- **WHAT YOU HAVE TO DO**:
Scan the lines below and report each one containing "river" by copying it.

- **RECORDS PROVIDED**:
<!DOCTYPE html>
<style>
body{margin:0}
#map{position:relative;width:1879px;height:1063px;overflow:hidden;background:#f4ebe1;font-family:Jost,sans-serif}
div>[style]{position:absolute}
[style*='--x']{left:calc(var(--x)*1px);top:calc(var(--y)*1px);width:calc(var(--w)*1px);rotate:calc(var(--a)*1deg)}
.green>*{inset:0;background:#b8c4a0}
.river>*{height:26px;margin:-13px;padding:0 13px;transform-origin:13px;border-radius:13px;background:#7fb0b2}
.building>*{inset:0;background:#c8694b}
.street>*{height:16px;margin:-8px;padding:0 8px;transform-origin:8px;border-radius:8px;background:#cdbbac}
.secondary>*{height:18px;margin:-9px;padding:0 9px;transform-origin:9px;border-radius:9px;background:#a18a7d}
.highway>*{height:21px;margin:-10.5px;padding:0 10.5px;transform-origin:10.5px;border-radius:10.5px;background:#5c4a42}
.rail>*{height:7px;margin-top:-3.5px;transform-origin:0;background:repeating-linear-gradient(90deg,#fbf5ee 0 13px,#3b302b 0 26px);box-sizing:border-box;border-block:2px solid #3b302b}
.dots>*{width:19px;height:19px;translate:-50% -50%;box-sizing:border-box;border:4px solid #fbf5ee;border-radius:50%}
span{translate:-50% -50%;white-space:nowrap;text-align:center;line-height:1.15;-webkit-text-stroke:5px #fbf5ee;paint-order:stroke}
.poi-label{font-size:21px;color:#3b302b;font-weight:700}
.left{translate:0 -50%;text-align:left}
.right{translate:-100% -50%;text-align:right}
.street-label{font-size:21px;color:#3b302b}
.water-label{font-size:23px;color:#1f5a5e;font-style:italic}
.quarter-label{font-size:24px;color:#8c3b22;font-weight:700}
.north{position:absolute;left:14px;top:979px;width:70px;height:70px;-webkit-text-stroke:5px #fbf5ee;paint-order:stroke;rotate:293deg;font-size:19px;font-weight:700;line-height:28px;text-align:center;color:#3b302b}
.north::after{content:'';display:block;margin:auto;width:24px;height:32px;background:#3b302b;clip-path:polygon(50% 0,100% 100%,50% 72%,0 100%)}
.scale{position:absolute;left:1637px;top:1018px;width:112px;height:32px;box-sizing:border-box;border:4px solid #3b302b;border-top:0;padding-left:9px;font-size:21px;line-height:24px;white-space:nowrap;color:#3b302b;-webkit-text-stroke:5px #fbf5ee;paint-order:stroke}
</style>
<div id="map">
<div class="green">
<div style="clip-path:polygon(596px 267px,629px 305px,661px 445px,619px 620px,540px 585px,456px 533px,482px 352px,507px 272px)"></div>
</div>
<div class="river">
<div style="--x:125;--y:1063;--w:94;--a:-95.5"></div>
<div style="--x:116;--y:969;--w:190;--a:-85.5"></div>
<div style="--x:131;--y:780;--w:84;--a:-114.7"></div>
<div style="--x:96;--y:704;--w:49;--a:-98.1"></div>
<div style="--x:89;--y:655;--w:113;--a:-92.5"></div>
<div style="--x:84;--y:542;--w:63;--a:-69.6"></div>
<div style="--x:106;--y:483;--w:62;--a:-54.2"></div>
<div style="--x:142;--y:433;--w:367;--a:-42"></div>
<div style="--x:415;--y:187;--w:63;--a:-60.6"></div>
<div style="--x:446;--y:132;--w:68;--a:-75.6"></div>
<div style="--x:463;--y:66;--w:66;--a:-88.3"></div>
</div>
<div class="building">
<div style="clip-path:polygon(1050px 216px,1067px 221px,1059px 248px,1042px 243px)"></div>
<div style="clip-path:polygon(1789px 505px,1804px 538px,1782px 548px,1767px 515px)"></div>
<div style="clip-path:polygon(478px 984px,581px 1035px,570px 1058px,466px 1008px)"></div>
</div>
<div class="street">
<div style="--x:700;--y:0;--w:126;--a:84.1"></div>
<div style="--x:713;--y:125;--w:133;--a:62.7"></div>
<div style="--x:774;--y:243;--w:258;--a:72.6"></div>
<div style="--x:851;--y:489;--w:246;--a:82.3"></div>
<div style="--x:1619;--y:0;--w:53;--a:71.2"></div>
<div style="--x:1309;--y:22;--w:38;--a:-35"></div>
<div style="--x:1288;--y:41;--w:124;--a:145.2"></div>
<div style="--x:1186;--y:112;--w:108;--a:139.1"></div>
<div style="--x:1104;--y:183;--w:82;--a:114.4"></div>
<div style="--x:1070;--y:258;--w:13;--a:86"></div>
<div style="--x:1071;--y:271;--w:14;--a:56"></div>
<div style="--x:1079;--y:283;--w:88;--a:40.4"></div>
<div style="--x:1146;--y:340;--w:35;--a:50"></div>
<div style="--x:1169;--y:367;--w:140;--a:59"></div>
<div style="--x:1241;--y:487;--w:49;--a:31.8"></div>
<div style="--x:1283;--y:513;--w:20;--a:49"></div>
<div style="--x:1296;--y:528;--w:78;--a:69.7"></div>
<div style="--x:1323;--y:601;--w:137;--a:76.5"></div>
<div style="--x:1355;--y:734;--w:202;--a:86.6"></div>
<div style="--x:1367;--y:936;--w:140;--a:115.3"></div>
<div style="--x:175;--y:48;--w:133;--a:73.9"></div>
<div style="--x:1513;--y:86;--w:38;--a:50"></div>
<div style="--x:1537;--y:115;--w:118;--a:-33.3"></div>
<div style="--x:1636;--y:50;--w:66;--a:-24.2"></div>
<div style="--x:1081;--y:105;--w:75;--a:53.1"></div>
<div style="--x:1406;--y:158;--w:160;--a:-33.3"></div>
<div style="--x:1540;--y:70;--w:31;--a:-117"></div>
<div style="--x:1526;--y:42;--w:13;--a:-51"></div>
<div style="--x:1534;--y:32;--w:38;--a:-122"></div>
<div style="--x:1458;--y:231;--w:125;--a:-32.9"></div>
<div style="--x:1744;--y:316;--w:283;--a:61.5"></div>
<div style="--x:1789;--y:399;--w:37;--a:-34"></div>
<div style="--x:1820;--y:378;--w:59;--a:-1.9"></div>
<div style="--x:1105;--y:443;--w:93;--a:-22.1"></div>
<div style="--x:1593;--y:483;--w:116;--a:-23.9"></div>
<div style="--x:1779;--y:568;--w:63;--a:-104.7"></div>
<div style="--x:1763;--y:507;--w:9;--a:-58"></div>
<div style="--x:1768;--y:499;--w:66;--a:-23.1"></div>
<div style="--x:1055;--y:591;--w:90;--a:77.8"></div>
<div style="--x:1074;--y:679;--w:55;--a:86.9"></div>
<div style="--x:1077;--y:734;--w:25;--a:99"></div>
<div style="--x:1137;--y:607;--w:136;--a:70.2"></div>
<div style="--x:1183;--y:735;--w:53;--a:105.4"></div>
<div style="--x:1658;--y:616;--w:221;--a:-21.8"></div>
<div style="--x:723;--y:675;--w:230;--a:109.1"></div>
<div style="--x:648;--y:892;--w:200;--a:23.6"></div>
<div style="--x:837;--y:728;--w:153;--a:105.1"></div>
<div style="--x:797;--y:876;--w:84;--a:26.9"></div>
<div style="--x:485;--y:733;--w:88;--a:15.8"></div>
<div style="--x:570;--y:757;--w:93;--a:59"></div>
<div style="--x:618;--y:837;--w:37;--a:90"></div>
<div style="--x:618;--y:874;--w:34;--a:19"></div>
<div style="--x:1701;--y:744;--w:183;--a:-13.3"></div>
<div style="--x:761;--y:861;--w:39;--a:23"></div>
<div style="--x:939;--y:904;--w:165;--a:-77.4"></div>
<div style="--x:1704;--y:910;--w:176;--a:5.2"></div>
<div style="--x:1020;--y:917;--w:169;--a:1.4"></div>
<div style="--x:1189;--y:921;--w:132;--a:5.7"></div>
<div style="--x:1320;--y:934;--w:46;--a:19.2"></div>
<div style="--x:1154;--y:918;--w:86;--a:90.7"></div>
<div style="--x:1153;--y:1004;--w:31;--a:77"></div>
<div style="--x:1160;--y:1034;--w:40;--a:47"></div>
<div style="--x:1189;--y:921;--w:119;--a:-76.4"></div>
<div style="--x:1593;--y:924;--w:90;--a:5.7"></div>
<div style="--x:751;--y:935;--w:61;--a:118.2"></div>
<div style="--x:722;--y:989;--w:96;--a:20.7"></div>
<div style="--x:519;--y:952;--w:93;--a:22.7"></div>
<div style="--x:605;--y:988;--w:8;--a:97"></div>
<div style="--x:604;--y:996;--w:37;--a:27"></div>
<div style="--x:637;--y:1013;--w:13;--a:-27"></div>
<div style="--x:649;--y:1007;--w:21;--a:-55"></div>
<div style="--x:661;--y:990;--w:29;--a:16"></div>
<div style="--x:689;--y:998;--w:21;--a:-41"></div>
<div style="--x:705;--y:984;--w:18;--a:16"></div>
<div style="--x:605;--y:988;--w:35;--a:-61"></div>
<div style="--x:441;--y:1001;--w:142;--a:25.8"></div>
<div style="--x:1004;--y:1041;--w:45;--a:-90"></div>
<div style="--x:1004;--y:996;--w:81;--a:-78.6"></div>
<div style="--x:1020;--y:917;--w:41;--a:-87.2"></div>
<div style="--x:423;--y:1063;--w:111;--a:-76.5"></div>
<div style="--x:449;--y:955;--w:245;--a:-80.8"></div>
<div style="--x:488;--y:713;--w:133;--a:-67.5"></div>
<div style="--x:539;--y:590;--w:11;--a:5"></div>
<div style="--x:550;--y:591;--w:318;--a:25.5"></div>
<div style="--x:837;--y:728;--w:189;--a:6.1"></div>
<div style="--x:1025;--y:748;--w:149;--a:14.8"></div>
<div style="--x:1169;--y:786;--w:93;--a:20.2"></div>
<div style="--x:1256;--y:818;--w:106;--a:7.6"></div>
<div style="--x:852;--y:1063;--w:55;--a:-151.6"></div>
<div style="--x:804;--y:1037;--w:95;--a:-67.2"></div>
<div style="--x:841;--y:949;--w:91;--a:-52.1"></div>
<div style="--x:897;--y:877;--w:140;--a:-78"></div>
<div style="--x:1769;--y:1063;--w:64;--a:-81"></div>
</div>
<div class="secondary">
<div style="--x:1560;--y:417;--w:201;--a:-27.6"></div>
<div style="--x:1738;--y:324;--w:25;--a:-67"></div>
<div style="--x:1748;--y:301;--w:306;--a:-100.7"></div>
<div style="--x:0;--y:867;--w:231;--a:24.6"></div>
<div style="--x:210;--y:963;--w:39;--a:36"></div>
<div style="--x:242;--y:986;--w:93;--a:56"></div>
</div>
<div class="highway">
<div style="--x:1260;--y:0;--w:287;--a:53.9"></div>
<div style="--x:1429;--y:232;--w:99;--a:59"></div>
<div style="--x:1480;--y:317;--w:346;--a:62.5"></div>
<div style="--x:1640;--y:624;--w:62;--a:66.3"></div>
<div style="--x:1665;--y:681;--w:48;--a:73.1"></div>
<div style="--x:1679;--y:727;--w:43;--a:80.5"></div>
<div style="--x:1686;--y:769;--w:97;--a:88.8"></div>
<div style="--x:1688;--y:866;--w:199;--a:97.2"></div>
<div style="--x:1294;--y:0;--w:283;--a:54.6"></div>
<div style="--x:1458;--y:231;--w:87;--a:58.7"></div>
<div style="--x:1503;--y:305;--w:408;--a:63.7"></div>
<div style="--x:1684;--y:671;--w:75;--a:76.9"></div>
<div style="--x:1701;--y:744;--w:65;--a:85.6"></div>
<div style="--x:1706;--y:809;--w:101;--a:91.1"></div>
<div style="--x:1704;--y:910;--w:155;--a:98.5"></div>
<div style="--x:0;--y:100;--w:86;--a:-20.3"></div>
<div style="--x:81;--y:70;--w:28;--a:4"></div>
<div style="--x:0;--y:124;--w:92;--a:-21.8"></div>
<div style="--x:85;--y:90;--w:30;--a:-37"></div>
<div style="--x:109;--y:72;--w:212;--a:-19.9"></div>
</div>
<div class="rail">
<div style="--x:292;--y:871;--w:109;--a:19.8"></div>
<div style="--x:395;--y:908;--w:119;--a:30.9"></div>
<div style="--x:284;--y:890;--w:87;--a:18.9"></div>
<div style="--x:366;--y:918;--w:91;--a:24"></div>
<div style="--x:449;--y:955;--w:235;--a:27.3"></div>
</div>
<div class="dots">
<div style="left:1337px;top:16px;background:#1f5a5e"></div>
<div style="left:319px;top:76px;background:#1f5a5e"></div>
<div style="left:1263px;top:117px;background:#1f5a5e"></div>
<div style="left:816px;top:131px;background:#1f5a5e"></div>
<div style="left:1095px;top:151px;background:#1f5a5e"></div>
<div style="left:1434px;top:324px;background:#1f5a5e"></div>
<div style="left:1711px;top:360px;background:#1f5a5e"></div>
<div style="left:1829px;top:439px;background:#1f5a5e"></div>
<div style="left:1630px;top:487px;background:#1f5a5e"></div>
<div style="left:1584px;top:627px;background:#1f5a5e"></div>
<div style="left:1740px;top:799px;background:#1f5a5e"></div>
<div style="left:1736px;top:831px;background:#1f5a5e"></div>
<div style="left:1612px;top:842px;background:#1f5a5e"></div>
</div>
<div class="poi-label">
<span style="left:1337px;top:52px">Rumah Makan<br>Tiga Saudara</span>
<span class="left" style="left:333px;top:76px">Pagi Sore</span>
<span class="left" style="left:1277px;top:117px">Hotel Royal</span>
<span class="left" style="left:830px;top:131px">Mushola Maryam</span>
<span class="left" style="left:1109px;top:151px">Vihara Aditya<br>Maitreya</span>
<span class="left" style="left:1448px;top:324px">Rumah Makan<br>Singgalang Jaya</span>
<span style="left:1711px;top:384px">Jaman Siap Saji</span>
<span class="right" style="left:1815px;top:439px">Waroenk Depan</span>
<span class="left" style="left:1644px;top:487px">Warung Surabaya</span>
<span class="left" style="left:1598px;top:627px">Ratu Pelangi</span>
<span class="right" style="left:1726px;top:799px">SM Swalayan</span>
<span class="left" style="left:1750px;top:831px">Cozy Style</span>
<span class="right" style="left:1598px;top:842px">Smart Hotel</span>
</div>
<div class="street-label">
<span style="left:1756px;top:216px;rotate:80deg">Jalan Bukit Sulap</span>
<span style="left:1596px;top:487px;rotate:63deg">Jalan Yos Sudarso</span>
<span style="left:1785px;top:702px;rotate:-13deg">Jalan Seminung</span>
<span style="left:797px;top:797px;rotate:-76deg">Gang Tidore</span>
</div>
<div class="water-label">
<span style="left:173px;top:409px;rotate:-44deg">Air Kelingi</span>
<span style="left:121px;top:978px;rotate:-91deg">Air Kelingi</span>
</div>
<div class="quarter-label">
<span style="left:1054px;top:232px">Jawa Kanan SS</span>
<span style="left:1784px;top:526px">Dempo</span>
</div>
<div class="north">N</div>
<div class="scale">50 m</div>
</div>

- **EXERCISE SOLUTION**:
.river>*{height:26px;margin:-13px;padding:0 13px;transform-origin:13px;border-radius:13px;background:#7fb0b2}
<div class="river">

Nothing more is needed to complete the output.